### ASSIGNMENT
Pick out each line below containing "list".

(Dataset items)
════════════════════

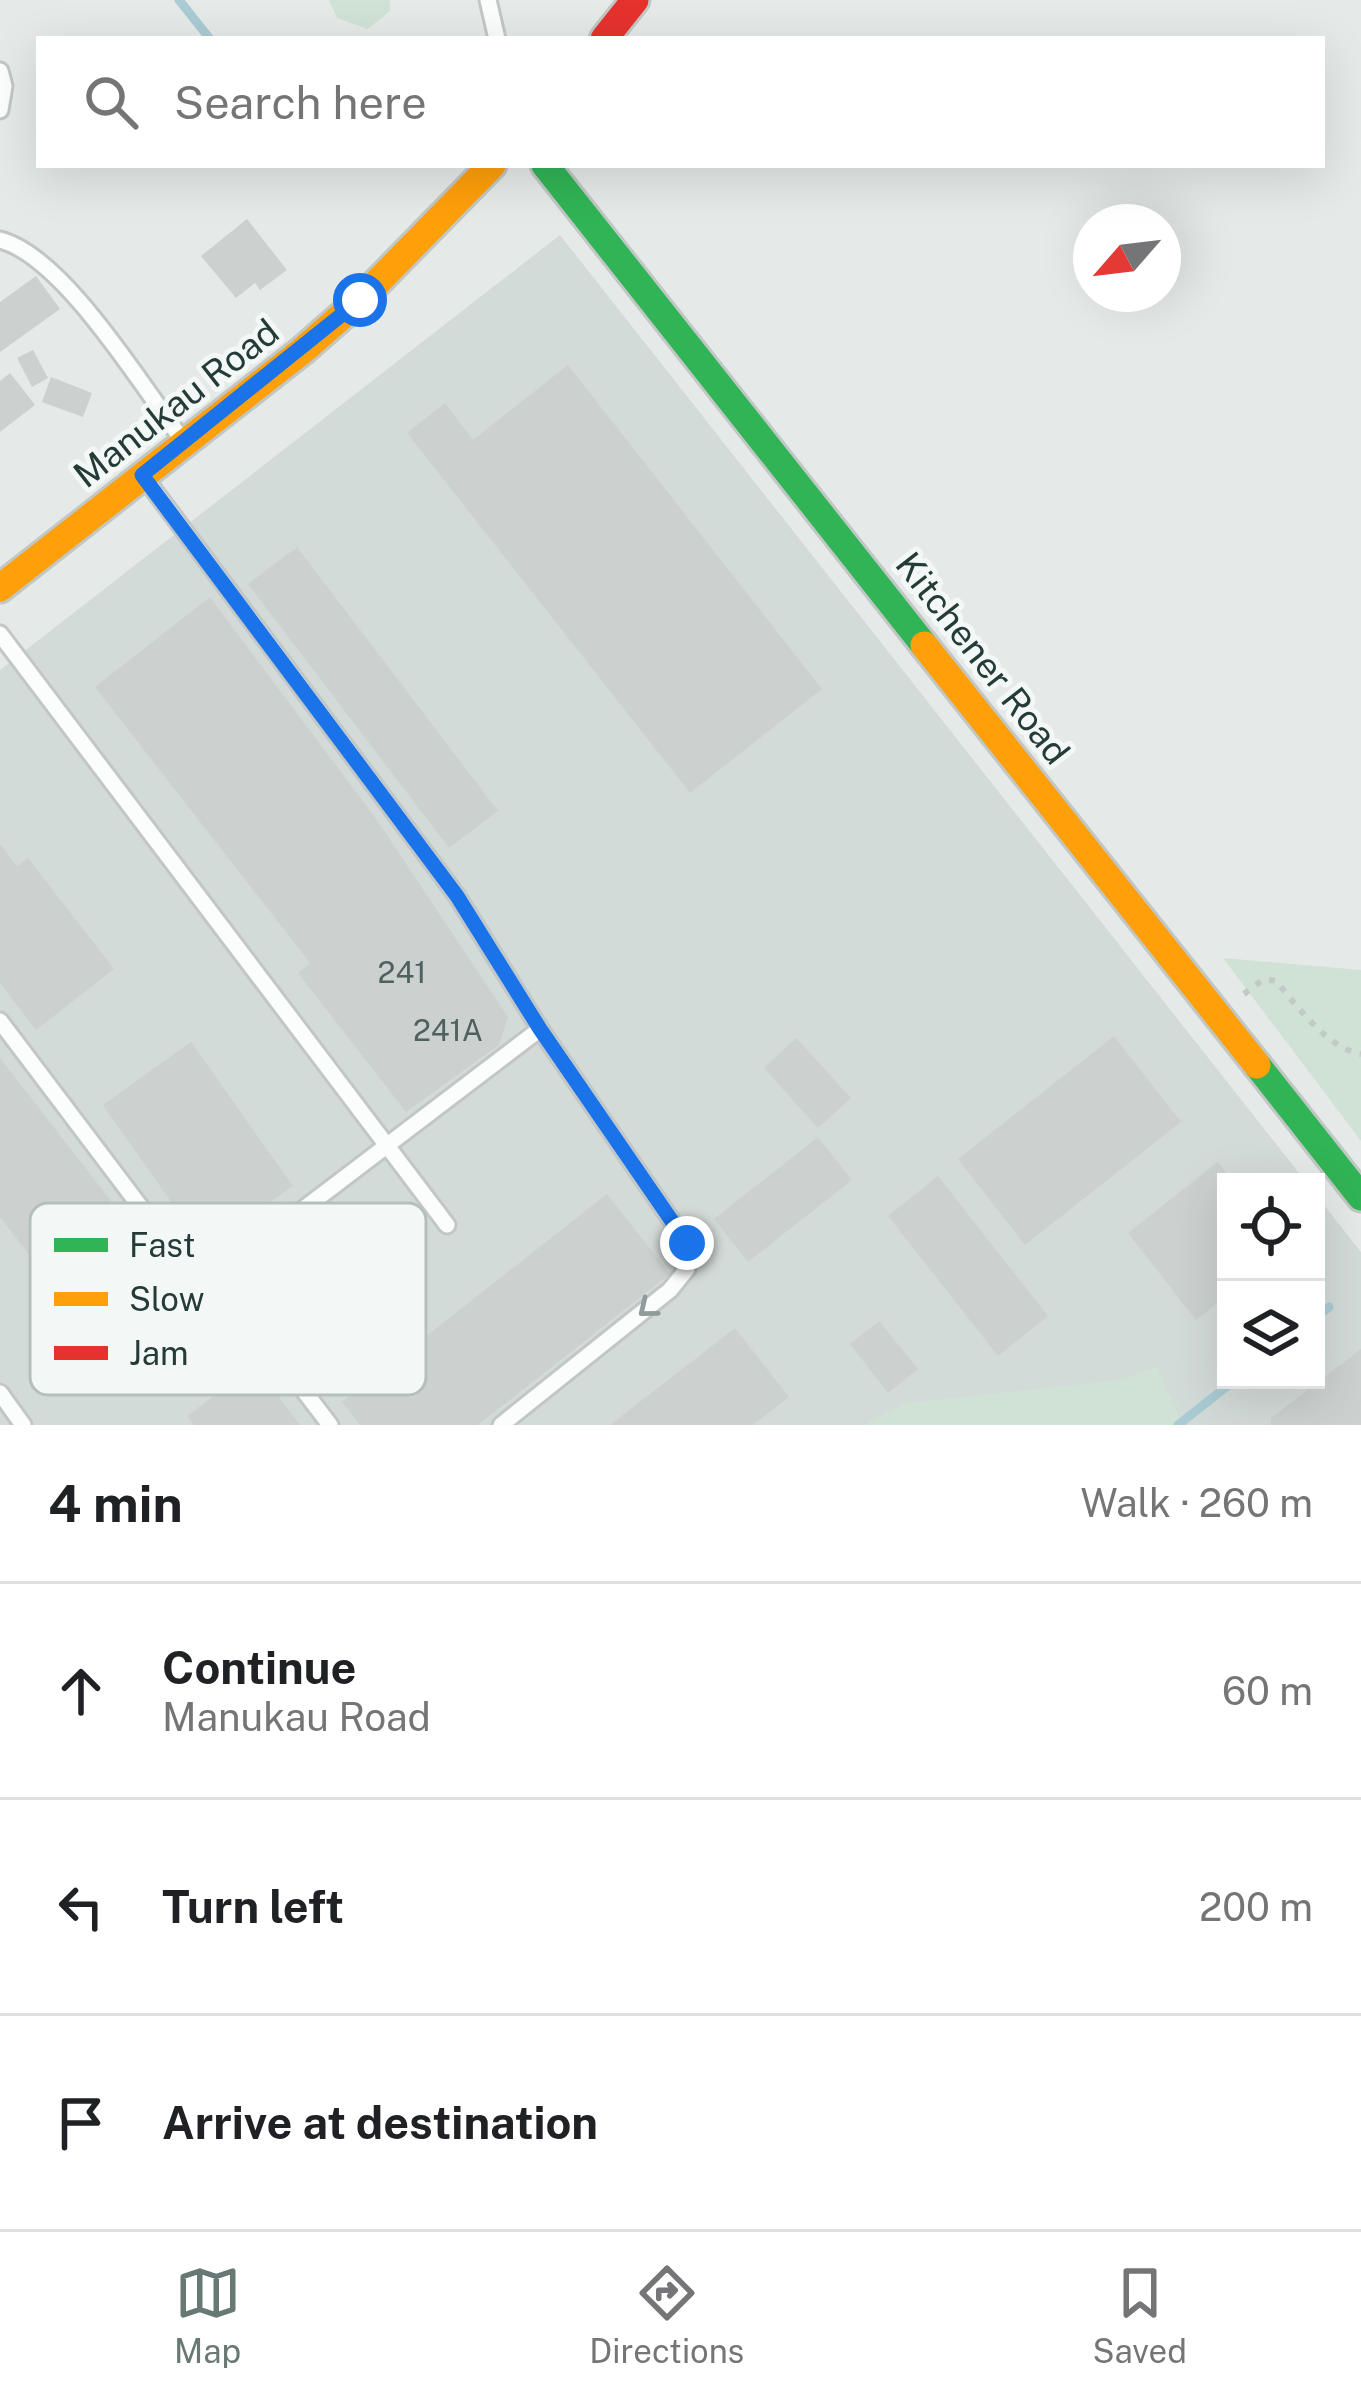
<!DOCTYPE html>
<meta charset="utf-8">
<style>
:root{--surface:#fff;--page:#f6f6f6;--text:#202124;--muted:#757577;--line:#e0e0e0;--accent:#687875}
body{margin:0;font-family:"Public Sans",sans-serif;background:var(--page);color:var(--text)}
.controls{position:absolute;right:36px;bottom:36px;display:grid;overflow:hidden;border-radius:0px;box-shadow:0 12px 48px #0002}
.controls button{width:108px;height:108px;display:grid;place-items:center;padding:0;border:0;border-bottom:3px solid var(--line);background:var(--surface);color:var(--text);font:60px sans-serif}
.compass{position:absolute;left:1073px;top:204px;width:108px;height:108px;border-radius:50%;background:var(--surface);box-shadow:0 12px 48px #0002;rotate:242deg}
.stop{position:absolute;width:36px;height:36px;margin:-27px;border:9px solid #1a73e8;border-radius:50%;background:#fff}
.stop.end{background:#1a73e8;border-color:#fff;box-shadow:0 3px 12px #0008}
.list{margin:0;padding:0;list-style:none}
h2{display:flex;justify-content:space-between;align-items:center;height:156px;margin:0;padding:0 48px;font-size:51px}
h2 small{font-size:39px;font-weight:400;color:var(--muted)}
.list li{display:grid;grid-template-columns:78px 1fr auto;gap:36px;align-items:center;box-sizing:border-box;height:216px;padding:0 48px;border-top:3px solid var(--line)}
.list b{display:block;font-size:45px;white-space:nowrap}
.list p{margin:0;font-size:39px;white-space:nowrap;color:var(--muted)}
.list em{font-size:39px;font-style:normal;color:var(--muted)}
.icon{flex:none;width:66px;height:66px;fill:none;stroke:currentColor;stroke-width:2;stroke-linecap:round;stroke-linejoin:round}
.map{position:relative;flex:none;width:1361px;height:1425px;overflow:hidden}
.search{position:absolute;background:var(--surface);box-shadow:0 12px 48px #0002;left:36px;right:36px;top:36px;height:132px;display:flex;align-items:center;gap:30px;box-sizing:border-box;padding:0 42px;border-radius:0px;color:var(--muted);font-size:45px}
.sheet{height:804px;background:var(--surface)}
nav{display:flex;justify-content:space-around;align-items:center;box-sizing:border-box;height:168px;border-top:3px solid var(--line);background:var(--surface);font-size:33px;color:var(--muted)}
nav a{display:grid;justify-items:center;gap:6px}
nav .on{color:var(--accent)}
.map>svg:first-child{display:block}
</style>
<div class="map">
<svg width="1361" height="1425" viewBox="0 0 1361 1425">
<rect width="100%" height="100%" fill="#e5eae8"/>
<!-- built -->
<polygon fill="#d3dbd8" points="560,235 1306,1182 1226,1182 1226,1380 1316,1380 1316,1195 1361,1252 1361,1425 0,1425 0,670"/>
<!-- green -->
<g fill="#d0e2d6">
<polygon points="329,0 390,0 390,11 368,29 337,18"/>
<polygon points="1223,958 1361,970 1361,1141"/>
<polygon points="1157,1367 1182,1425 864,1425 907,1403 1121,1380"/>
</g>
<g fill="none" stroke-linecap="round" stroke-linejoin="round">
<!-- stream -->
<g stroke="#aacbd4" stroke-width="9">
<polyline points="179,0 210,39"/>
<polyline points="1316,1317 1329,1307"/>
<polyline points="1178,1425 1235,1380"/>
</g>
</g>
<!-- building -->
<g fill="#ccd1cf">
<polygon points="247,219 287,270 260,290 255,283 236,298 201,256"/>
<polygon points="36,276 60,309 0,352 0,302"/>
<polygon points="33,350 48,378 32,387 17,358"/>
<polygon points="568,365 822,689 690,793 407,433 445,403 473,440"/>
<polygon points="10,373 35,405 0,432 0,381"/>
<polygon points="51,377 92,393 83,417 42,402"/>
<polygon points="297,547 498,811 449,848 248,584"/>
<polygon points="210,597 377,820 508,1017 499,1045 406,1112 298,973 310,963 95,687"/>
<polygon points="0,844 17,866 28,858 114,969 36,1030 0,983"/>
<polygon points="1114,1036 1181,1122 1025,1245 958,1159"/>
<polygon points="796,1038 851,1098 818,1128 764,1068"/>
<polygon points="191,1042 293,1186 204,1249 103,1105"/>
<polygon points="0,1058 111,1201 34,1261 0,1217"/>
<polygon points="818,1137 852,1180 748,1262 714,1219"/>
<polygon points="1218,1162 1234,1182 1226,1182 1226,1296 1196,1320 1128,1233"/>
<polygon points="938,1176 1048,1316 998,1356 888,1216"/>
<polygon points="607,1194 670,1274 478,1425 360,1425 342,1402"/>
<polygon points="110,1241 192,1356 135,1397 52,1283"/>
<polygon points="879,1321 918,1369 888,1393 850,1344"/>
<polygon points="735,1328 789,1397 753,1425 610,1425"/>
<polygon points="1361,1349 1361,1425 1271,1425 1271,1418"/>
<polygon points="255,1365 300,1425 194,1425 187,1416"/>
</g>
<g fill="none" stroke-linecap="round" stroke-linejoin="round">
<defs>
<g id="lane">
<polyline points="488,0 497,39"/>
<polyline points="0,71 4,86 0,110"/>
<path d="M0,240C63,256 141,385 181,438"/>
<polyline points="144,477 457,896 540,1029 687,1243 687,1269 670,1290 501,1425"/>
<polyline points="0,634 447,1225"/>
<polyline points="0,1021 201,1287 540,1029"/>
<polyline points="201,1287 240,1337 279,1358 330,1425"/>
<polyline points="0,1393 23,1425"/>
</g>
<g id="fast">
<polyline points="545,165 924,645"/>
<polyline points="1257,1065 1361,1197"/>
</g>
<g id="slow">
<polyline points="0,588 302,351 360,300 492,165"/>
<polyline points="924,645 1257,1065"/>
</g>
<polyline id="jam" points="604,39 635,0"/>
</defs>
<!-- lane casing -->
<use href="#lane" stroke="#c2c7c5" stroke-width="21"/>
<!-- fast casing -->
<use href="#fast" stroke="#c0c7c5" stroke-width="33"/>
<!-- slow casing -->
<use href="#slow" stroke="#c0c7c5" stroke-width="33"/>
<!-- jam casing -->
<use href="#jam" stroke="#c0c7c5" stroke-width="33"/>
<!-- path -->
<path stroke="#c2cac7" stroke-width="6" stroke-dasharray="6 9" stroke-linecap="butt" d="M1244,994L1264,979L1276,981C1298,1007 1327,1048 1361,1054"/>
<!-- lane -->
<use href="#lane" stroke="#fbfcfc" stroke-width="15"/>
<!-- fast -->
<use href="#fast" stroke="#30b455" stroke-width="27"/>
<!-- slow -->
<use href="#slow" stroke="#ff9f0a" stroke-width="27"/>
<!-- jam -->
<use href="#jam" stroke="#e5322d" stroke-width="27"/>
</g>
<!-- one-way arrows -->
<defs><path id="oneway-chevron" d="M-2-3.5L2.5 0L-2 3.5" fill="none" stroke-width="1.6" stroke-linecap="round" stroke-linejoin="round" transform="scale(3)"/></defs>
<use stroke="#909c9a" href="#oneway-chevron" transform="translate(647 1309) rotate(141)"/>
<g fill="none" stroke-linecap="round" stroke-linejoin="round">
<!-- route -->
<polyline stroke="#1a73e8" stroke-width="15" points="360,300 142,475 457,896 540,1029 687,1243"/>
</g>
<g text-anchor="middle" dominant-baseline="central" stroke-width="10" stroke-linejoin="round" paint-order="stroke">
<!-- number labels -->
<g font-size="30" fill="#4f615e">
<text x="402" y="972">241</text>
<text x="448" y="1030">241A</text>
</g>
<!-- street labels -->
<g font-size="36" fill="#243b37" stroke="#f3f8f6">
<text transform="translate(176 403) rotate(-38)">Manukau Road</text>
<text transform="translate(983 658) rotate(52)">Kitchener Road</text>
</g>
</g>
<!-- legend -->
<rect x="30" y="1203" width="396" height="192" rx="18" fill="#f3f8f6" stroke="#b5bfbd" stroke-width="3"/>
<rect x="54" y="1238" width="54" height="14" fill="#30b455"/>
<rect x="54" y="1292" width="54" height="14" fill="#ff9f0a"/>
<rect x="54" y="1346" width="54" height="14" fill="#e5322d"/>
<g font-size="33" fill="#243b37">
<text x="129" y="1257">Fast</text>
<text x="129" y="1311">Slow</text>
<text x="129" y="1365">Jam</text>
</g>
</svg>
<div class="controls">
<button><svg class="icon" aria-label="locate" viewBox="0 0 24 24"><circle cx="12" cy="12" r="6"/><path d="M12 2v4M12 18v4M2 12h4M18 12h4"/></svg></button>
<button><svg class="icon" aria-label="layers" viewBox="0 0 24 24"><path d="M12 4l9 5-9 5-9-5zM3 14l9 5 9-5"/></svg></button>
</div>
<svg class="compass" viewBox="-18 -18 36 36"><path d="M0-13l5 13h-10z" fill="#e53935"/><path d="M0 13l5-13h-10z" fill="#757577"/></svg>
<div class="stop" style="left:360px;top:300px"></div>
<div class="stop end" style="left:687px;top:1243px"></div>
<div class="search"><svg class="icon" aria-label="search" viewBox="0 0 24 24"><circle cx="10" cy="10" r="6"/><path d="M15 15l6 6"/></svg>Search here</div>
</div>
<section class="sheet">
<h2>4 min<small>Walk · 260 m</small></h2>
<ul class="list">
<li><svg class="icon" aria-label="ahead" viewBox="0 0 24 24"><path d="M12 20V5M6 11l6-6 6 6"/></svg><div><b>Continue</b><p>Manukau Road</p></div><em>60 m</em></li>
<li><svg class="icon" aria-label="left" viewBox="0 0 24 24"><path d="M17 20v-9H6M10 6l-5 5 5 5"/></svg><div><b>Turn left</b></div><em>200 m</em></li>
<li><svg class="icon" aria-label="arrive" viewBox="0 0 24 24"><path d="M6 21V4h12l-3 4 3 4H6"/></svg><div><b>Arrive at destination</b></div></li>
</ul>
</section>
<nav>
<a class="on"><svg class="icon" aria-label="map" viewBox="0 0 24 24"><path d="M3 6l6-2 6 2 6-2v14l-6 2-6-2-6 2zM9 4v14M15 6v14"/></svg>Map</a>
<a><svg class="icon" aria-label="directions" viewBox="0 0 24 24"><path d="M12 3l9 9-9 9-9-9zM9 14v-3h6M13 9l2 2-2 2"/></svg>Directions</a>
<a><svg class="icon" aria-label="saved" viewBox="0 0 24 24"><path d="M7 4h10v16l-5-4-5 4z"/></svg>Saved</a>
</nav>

════════════════════

### SOLUTION FOR THIS PROBLEM
.list{margin:0;padding:0;list-style:none}
.list li{display:grid;grid-template-columns:78px 1fr auto;gap:36px;align-items:center;box-sizing:border-box;height:216px;padding:0 48px;border-top:3px solid var(--line)}
.list b{display:block;font-size:45px;white-space:nowrap}
.list p{margin:0;font-size:39px;white-space:nowrap;color:var(--muted)}
.list em{font-size:39px;font-style:normal;color:var(--muted)}
<ul class="list">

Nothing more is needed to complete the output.